Task to complete
Search the records for lines with the word "radius" and copy each match.

━━━━━ Available data

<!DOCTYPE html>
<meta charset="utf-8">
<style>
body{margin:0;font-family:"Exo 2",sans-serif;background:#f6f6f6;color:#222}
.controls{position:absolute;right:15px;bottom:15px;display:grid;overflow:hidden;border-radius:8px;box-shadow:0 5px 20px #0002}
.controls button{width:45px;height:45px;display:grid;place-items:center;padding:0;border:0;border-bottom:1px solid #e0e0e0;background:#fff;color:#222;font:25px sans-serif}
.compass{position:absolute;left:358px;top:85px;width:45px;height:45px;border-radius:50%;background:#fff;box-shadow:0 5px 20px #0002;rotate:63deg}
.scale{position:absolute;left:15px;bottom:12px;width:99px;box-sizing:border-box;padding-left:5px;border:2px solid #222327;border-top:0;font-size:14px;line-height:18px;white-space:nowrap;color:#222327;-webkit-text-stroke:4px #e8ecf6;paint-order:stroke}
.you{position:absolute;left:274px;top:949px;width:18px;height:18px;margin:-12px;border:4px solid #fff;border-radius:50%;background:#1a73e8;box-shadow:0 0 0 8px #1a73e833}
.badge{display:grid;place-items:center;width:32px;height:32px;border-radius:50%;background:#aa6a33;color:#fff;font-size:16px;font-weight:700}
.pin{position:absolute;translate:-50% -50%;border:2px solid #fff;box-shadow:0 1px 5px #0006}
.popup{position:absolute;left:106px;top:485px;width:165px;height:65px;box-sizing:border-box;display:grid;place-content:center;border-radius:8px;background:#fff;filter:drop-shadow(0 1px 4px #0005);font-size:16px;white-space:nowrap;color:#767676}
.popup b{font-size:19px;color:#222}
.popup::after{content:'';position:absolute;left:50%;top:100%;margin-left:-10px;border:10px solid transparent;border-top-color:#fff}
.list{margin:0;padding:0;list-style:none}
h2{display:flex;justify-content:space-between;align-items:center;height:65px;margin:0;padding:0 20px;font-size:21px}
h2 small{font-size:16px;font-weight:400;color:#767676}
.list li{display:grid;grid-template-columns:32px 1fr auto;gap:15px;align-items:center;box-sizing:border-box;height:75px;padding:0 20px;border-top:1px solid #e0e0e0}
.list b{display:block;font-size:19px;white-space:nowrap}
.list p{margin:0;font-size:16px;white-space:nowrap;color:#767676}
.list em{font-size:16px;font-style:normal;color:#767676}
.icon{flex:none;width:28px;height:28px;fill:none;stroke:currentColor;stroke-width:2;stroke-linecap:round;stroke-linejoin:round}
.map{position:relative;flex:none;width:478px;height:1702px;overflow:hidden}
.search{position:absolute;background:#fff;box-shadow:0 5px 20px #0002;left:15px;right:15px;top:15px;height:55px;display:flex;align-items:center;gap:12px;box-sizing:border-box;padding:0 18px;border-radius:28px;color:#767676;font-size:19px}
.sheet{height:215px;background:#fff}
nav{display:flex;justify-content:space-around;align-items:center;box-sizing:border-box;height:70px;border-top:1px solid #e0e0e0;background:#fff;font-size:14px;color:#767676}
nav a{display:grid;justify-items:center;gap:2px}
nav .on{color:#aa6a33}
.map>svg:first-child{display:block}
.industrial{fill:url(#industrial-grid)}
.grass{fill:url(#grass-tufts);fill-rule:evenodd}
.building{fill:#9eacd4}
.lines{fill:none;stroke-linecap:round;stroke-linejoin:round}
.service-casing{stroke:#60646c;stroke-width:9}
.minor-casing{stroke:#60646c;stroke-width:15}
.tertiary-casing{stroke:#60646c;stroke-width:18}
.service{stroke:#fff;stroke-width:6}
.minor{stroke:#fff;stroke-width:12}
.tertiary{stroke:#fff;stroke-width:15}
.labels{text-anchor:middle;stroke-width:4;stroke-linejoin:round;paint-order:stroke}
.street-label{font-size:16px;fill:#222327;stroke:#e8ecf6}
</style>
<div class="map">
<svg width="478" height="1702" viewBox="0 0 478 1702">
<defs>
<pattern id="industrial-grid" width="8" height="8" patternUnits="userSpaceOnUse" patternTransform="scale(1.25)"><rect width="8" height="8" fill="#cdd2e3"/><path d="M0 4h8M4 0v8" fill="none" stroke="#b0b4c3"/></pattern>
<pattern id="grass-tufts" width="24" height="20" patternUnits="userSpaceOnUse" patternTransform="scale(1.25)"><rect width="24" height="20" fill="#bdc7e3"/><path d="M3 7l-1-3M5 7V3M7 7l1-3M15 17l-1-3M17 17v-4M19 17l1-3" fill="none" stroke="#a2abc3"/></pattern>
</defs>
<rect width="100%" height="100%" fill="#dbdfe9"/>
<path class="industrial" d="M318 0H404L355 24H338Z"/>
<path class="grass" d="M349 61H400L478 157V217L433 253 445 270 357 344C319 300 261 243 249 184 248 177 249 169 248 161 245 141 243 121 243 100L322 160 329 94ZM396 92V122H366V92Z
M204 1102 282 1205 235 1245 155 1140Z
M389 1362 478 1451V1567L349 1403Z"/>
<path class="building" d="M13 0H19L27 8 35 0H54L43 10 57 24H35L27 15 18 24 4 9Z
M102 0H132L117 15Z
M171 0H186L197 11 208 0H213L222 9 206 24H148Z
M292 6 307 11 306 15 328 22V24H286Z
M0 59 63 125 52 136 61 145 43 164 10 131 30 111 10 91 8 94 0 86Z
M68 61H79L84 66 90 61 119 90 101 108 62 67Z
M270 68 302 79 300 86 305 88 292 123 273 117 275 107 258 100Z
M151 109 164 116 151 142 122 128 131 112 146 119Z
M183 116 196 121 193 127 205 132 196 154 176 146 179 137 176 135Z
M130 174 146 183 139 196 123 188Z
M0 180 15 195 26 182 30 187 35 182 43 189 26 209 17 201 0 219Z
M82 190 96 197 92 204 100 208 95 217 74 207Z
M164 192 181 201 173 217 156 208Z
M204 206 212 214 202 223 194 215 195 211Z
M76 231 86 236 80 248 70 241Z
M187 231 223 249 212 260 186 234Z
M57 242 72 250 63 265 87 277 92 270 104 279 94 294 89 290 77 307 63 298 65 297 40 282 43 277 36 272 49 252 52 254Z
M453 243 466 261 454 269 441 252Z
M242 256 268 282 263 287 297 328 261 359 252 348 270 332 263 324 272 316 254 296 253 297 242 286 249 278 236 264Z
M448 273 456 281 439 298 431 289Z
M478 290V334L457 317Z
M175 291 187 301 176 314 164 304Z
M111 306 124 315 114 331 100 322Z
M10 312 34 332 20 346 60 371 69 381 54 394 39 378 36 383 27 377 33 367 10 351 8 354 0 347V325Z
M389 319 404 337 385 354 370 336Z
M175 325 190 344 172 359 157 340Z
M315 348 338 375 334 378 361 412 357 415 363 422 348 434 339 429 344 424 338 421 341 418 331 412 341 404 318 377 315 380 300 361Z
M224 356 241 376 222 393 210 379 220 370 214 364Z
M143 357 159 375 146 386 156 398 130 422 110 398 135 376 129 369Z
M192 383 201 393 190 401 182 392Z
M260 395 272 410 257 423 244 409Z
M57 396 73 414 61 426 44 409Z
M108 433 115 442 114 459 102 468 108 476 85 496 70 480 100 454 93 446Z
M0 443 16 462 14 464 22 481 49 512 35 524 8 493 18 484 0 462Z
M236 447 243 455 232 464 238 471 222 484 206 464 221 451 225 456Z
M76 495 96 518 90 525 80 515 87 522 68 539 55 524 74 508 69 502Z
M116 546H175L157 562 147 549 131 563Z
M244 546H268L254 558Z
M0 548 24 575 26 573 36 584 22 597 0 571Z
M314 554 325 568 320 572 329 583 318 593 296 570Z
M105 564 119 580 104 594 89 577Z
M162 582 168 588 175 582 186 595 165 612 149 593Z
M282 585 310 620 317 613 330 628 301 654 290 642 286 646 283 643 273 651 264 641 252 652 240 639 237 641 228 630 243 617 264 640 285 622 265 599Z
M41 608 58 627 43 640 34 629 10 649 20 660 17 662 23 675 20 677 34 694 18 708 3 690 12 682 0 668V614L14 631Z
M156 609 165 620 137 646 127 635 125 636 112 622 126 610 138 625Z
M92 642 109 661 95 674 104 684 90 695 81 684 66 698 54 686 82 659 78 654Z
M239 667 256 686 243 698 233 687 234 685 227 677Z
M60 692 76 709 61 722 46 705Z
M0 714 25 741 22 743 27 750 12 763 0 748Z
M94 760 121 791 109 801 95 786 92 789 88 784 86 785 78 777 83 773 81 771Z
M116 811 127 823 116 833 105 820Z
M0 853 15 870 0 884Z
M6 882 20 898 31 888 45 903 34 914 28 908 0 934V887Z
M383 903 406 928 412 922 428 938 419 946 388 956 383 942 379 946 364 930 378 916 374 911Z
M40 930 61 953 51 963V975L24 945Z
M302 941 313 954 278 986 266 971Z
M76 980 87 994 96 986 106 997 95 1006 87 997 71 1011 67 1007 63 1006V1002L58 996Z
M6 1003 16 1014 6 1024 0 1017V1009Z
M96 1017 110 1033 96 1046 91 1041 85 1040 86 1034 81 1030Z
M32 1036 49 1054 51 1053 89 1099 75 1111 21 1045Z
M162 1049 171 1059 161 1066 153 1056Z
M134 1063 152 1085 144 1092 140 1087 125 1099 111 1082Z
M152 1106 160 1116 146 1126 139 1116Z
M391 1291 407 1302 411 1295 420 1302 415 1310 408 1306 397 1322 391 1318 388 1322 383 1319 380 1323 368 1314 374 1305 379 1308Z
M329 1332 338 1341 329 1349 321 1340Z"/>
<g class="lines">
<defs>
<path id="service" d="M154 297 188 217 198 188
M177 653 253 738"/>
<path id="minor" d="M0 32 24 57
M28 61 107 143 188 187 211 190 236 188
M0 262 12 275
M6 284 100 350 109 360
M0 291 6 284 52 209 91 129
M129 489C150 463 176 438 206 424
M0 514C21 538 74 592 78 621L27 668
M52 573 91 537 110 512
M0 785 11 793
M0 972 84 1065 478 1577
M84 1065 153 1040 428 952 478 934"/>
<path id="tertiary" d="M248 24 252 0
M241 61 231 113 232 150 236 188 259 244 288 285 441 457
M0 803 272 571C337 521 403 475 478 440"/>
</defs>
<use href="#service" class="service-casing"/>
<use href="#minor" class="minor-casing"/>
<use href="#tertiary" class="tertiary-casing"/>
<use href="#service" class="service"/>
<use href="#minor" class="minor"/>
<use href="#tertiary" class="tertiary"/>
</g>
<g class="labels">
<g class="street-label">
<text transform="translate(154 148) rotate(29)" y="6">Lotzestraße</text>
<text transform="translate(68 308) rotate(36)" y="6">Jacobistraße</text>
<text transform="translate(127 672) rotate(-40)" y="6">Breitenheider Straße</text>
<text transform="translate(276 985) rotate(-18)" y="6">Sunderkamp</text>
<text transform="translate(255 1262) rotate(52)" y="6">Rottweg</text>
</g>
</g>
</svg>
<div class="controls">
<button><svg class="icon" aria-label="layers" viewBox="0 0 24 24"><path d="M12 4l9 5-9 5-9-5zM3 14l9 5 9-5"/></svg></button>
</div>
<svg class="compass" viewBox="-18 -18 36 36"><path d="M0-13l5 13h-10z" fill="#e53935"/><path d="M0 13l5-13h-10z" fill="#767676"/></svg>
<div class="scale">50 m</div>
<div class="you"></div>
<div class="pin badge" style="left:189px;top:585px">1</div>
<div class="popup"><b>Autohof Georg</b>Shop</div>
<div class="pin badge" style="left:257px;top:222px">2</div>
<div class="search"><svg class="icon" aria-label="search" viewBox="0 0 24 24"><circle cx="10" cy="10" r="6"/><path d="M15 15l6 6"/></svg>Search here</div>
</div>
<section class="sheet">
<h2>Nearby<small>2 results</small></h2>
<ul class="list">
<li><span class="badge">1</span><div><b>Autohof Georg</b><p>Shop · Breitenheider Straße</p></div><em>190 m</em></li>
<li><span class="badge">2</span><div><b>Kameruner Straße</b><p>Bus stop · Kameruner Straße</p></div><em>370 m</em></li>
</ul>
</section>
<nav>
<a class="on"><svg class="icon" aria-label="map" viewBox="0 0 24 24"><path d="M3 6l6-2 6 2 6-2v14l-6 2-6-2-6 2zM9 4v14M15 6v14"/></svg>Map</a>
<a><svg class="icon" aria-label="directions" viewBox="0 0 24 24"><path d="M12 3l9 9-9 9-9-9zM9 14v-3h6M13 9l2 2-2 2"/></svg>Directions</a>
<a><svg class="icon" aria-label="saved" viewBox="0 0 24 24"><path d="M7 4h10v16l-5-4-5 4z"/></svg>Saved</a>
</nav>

━━━━━━━━━━

The completed task
.controls{position:absolute;right:15px;bottom:15px;display:grid;overflow:hidden;border-radius:8px;box-shadow:0 5px 20px #0002}
.compass{position:absolute;left:358px;top:85px;width:45px;height:45px;border-radius:50%;background:#fff;box-shadow:0 5px 20px #0002;rotate:63deg}
.you{position:absolute;left:274px;top:949px;width:18px;height:18px;margin:-12px;border:4px solid #fff;border-radius:50%;background:#1a73e8;box-shadow:0 0 0 8px #1a73e833}
.badge{display:grid;place-items:center;width:32px;height:32px;border-radius:50%;background:#aa6a33;color:#fff;font-size:16px;font-weight:700}
.popup{position:absolute;left:106px;top:485px;width:165px;height:65px;box-sizing:border-box;display:grid;place-content:center;border-radius:8px;background:#fff;filter:drop-shadow(0 1px 4px #0005);font-size:16px;white-space:nowrap;color:#767676}
.search{position:absolute;background:#fff;box-shadow:0 5px 20px #0002;left:15px;right:15px;top:15px;height:55px;display:flex;align-items:center;gap:12px;box-sizing:border-box;padding:0 18px;border-radius:28px;color:#767676;font-size:19px}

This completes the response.